| PROBLEM DESCRIPTION |
Are you able to retype all the records below exactly?

| Records excerpted from a collection |
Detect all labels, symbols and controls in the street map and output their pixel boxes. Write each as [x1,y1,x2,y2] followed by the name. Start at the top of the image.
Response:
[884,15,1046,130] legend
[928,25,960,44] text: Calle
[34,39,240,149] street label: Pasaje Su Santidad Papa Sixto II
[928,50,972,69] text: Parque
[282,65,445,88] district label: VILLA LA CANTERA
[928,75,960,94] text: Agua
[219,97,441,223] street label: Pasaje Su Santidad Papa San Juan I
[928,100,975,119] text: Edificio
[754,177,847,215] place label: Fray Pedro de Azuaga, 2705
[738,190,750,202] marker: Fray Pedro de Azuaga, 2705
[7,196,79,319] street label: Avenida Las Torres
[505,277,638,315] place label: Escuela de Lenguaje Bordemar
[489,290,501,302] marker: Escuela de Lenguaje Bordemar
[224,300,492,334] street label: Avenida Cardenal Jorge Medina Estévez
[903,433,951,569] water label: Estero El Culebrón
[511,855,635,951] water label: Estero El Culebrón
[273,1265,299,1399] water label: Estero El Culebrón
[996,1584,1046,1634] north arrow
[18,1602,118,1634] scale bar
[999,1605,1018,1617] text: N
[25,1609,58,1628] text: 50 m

| SOLUTION TO THIS TASK |
Detect all labels, symbols and controls in the street map and output their pixel boxes. Write each as [x1,y1,x2,y2] followed by the name. Start at the top of the image.
Response:
[884,15,1046,130] legend
[928,25,960,44] text: Calle
[34,39,240,149] street label: Pasaje Su Santidad Papa Sixto II
[928,50,972,69] text: Parque
[282,65,445,88] district label: VILLA LA CANTERA
[928,75,960,94] text: Agua
[219,97,441,223] street label: Pasaje Su Santidad Papa San Juan I
[928,100,975,119] text: Edificio
[754,177,847,215] place label: Fray Pedro de Azuaga, 2705
[738,190,750,202] marker: Fray Pedro de Azuaga, 2705
[7,196,79,319] street label: Avenida Las Torres
[505,277,638,315] place label: Escuela de Lenguaje Bordemar
[489,290,501,302] marker: Escuela de Lenguaje Bordemar
[224,300,492,334] street label: Avenida Cardenal Jorge Medina Estévez
[903,433,951,569] water label: Estero El Culebrón
[511,855,635,951] water label: Estero El Culebrón
[273,1265,299,1399] water label: Estero El Culebrón
[996,1584,1046,1634] north arrow
[18,1602,118,1634] scale bar
[999,1605,1018,1617] text: N
[25,1609,58,1628] text: 50 m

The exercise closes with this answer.